Earlier this month, the Virginia Tech Board of Visitors approved the adoption of the 2018 campus master plan developed by Sasaki in close coordination with Virginia Tech’s administration. The master plan establishes a physical framework that reinforces the university’s mission, and helps guide growth in the coming decades. Major themes of the plan include celebrating Virginia Tech’s history as a land grant university, enhancing learning and research environments, planning for mobility, accommodating smart growth, fostering inclusive and diverse communities, expanding strategic partnerships, and improving campus accessibility.
The plan is unique in the the way it integrates and responds to the "grand challenges" set out in the University's strategic plan. Known as Destination Areas, the grand challenges define the themes around which Virginia Tech plans to organize academic, research and outreach activities in the years ahead. These include:
- Adaptive Brain and Behavior
- Data and Decisions
- Global Systems Science
- Integrated Security
- Intelligent Infrastructure for Human-Centered Communities.
Specific responses in the plan include the Intelligent Infrastructure Corridor where autonomous vehicle testing and embedded sensor technology are proposed; the Smart Design and Construction Village, where new robotic techniques for construction will be tested, and the Creativity and Innovation District, where art, design, architecture, business, and engineering will collaborate with VT's business and institutional partners on design problems.
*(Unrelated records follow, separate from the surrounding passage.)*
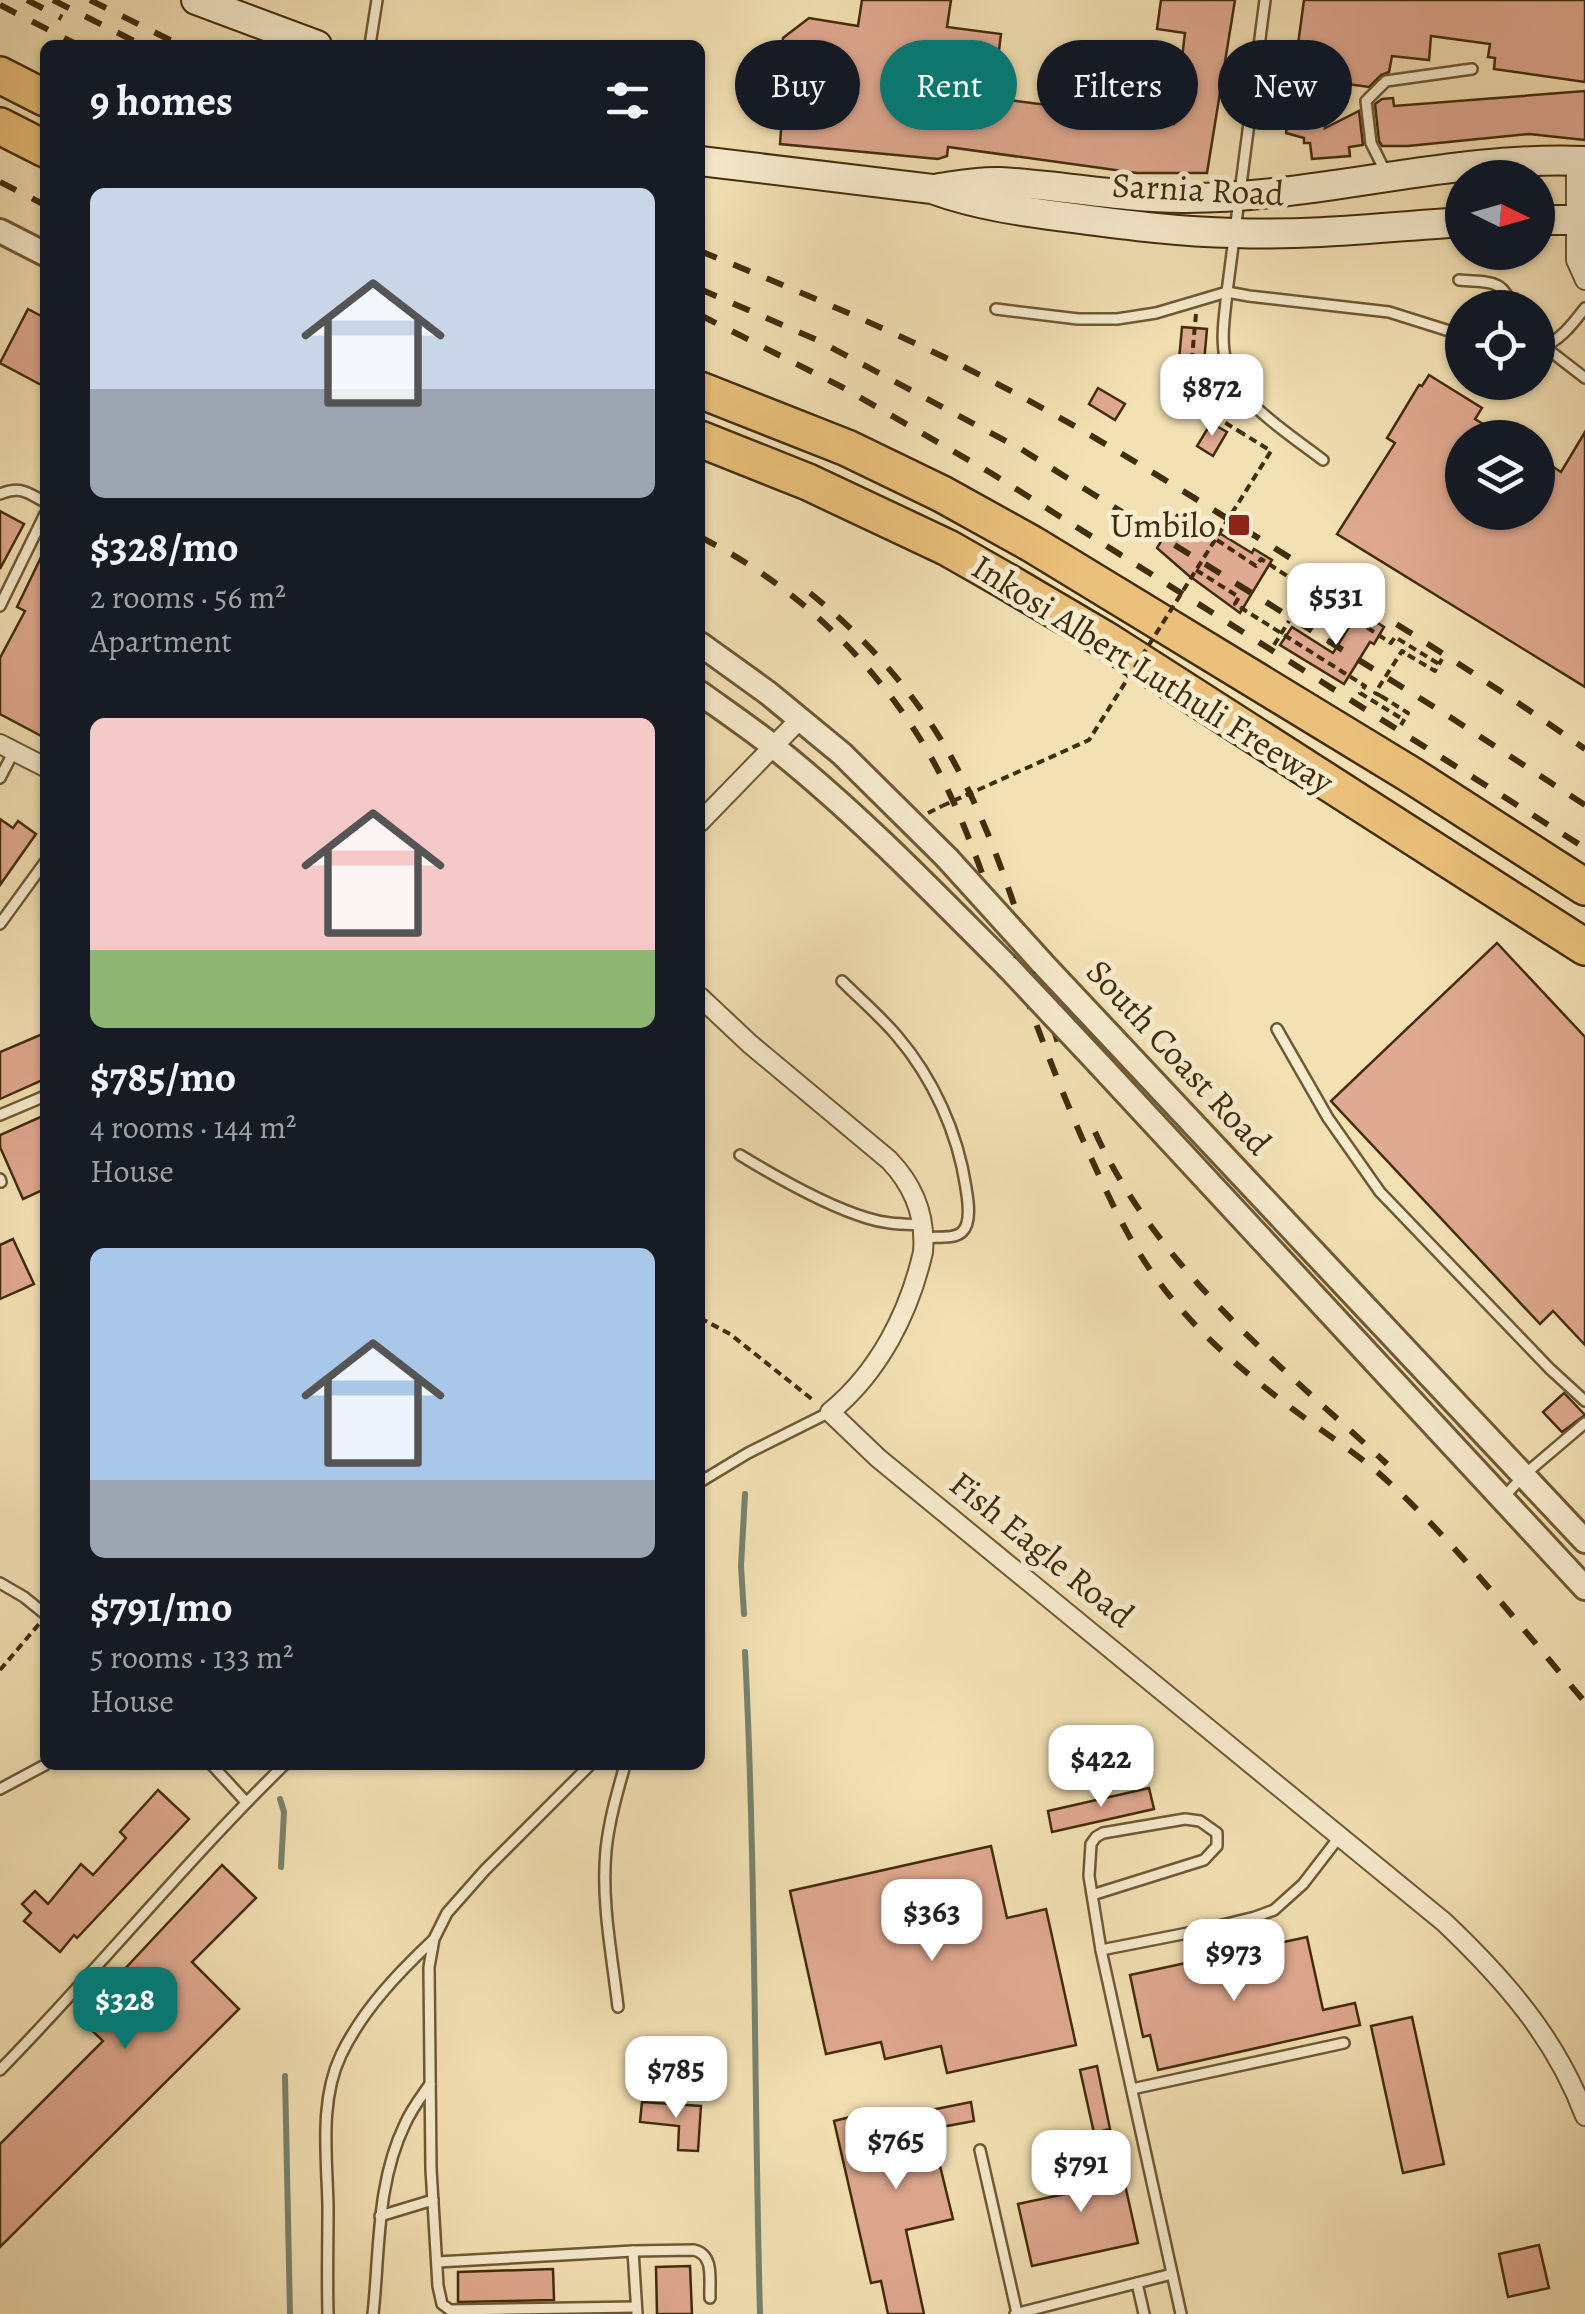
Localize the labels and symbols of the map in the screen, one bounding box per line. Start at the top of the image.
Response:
north arrow [1445,160,1555,270]
street label: Sarnia Road [1110,161,1286,217]
pin: $872 [1153,354,1271,439]
place label: Umbilo [1110,501,1216,549]
marker: Umbilo [1226,512,1252,538]
street label: Inkosi Albert Luthuli Freeway [963,543,1343,805]
pin: $531 [1277,563,1395,648]
street label: South Coast Road [1076,949,1283,1166]
street label: Fish Eagle Road [940,1460,1145,1638]
pin: $422 [1042,1725,1160,1810]
pin: $363 [873,1879,991,1964]
pin: $973 [1175,1919,1293,2004]
pin: $328 [66,1967,184,2052]
pin: $785 [617,2036,735,2121]
pin: $765 [837,2107,955,2192]
pin: $791 [1022,2130,1140,2215]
With this plan complete, VT is moving on to develop plans for the Roanoke Heath Sciences Campus and the National Capital Region, where a new Innovation Campus is being planned in response to Amazon's new headquarters in Crystal City, VA.
For more information on the master plan’s approval, see the below excerpt from Virginia Tech’s blog. And, click here to check out the inventive way the Sasaki design team presented the new plan to Virginia Tech in a fully-immersive format.
During its quarterly meeting held in Blacksburg on Monday, the Virginia Tech Board of Visitors approved a resolution to adopt the 2018 campus master plan — a document that will help guide the physical development of the Blacksburg campus and its 11 agricultural research and Extension centers through 2047.
The plan, managed by the Campus Master Plan Committee, which included students, faculty, staff and members of the Board of Visitors, sets out a vision for what the Blacksburg campus might look like 30 years from now, building off the goals, objectives, and aspirations of the 2016 Beyond Boundaries visioning process. The development of the plan spanned more than two years and engaged hundreds of campus and community members through more 200 presentations and town hall-style meetings.
“The campus master plan is not a blueprint for future development, rather it is a flexible, adaptable, and evolutionary document that will help university leadership make good decisions in the future,” said Vice President for Operations Sherwood Wilson. “The plan sets forth principles for smart growth while preserving and enhancing the unique character of the main campus. It incorporates a deep analysis of supporting infrastructure, such as transportation, accessibility, utilities, and stormwater, as well as university assets that exist beyond Montgomery County.”